Harvard Business Review studied 4,000 senior-level executives from 2008-2013 (44% of the responders were female) and found some interesting differences along gender lines.
The study asked executives to define both personal and professional success. Women placed a higher emphasis on individual achievement and making a difference at work and a lower emphasis on making a financial difference than men.
But what stood out to me is what happened when conflicts arose between work and family life. Men overwhelmingly chose work when work and family collided, even to the detriment of their families.
A Good Provider
The cultural narrative that a man needs to be a good provider for his family is pervasive, the study concludes. The male responders chose work over family, because they felt the need to be the breadwinner was stronger than the need to spend time with their families. They don’t feel guilty about abandoning their families, in fact, one respondent talked about how important those “ten minutes with his kids” every night were. Without a shred of irony, he’s indicating that spending ten minutes with his children is sufficient because he’s taking care of the family financially.
Now, it goes without saying these executives are probably bringing in enough income to make their families comfortable (although we all know that high earning does not always equal high savings), but the men choose work anyway.
The Example We Set
If today’s executives see the work of raising children as primarily the woman’s job, we’re teaching the next generation to do the same. This has implications that we may not live to see. But it strikes me that there’s this imbalance. That no matter which way we lean, once we have children, we’re the gender that has to change our priorities, not the other way around.

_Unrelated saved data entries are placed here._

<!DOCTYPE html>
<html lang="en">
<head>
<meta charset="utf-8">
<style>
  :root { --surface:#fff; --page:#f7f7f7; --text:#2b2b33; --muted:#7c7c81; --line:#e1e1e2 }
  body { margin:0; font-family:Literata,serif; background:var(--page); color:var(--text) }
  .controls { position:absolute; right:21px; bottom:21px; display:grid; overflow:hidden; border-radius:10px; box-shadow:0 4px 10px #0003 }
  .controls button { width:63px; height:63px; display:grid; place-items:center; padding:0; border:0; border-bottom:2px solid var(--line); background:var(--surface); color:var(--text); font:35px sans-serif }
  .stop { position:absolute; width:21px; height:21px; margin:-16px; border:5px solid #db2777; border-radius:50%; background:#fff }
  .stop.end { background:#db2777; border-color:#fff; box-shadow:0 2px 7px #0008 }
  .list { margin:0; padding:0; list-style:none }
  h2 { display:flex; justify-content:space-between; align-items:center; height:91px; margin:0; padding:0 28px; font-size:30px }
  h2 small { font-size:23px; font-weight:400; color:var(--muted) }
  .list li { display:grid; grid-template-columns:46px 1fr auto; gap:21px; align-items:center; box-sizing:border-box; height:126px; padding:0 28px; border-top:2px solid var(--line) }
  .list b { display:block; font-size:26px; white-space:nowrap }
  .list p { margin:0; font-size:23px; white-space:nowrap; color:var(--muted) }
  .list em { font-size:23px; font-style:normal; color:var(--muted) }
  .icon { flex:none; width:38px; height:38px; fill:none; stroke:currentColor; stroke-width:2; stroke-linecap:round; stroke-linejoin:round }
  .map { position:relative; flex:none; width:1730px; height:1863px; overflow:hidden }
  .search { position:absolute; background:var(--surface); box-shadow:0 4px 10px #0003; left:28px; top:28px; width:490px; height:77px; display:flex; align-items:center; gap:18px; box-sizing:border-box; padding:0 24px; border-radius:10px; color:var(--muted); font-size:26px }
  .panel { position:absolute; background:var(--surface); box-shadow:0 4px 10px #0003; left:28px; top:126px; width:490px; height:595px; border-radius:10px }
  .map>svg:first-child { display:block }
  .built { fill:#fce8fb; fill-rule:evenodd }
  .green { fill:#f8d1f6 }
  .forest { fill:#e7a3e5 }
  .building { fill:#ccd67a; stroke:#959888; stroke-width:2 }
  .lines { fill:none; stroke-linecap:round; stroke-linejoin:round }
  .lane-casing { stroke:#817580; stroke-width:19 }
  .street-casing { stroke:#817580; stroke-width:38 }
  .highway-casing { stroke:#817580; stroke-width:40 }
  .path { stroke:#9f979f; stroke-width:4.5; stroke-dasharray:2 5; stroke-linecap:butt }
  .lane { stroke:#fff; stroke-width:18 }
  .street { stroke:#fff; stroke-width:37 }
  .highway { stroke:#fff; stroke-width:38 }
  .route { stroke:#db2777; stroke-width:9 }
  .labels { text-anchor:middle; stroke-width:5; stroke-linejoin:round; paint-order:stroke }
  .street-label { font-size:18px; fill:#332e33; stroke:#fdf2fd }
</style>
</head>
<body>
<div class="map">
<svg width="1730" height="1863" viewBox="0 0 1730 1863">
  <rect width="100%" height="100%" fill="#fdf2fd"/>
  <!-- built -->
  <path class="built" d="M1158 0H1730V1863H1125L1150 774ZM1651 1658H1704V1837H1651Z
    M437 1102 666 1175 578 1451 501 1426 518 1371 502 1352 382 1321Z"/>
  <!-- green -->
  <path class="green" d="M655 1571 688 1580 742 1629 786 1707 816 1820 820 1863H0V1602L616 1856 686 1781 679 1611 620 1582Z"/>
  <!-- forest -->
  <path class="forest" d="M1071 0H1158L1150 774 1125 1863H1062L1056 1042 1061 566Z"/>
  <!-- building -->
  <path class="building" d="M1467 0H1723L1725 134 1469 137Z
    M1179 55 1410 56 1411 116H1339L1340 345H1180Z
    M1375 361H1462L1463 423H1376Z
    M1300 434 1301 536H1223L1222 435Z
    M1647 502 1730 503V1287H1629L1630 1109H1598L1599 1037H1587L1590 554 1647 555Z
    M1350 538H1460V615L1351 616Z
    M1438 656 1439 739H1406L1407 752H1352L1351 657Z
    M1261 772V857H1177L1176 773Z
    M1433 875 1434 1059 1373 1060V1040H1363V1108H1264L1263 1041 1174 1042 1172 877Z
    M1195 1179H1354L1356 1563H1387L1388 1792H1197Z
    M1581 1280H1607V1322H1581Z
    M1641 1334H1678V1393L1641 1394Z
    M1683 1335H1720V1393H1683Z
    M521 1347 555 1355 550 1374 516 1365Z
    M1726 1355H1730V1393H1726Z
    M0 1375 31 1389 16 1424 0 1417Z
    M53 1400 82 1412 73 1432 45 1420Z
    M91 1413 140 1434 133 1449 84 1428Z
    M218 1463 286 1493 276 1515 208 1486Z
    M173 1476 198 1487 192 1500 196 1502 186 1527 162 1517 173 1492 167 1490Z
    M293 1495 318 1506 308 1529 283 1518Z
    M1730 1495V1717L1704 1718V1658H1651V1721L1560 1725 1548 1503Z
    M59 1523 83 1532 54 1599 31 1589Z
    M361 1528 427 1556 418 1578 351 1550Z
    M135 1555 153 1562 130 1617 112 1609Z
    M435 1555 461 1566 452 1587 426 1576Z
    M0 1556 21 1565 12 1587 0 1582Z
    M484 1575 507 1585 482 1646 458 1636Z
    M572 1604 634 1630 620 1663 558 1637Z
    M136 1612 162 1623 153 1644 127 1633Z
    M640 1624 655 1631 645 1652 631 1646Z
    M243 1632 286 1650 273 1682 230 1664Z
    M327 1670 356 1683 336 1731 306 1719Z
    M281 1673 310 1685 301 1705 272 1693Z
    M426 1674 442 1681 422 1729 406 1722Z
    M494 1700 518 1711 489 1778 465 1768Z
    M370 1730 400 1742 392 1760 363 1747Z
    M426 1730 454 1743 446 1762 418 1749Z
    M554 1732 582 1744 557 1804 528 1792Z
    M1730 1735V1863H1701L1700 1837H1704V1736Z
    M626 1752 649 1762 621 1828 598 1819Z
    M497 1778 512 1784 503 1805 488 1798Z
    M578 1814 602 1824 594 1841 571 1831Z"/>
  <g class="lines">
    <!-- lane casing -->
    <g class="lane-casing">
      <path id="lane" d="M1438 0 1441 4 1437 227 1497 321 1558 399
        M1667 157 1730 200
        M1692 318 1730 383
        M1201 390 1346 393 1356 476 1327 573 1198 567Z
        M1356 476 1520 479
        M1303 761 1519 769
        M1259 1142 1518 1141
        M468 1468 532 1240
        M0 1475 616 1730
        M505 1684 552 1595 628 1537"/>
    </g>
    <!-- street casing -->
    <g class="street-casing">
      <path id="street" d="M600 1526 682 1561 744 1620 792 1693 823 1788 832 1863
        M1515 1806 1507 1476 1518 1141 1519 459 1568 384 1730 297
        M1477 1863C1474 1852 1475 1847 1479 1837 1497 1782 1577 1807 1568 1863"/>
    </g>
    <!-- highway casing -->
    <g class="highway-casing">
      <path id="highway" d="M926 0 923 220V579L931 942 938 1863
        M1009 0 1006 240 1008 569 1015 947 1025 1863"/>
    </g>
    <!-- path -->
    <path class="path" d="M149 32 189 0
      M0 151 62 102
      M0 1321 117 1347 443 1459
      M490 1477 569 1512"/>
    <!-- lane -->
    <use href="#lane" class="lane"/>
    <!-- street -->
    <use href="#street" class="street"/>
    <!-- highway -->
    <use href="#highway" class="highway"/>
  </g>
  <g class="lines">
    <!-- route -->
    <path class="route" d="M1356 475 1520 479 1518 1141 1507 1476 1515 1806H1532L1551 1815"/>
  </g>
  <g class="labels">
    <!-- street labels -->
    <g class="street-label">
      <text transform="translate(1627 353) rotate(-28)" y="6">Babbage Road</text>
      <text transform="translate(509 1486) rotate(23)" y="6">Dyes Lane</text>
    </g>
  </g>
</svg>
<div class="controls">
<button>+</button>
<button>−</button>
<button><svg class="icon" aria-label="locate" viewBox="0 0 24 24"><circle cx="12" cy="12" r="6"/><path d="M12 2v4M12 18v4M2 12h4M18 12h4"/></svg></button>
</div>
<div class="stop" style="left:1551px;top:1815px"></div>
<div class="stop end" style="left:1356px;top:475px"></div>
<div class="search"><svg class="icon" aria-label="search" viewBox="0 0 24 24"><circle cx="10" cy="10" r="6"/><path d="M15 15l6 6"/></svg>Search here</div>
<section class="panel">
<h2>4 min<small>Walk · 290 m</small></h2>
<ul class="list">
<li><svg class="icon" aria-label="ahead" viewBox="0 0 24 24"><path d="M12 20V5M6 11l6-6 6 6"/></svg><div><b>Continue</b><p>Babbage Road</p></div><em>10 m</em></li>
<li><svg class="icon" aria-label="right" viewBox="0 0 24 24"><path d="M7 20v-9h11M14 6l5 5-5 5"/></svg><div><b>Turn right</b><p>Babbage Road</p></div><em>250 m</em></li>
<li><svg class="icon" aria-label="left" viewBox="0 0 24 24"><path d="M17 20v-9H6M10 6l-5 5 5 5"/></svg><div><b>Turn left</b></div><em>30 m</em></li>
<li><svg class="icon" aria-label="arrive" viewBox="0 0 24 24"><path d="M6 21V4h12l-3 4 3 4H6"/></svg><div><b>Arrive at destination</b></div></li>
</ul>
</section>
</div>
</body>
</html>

Sure, being a workaholic executive can give children boundless economic opportunities. But at what cost?
The Way I See It
I grew up in a two-income household, and the breadwinner wasn’t my dad. Now, here I am, 32 years old, and I have an amazing relationship with my dad. He’s one of my very best friends, a confidant, and someone I enjoy knowing as a person. Is it because he worked an 8-5 job and was home most nights for dinner? Is it because he made time for his kids and took us to see some of the natural wonders of our state?
I can’t say for sure, but I suspect the answer is yes.
My dad recently retired, and it wasn’t until his retirement party that I learned about his accomplished career.
He was able to balance work and family. In fact, he was an expert. He never spent any time in a high-rise office building. In fact, I don’t even think he had to do much in the boardroom, ever.
But he prioritized family, and although I haven’t asked him, I think the answer would be a resounding “no” (perhaps even with caps lock!) if I asked if he thought raising a family was primarily the woman’s job.
What do you think? Is raising a family a woman’s job? Or do you think raising a family is the job of both parents?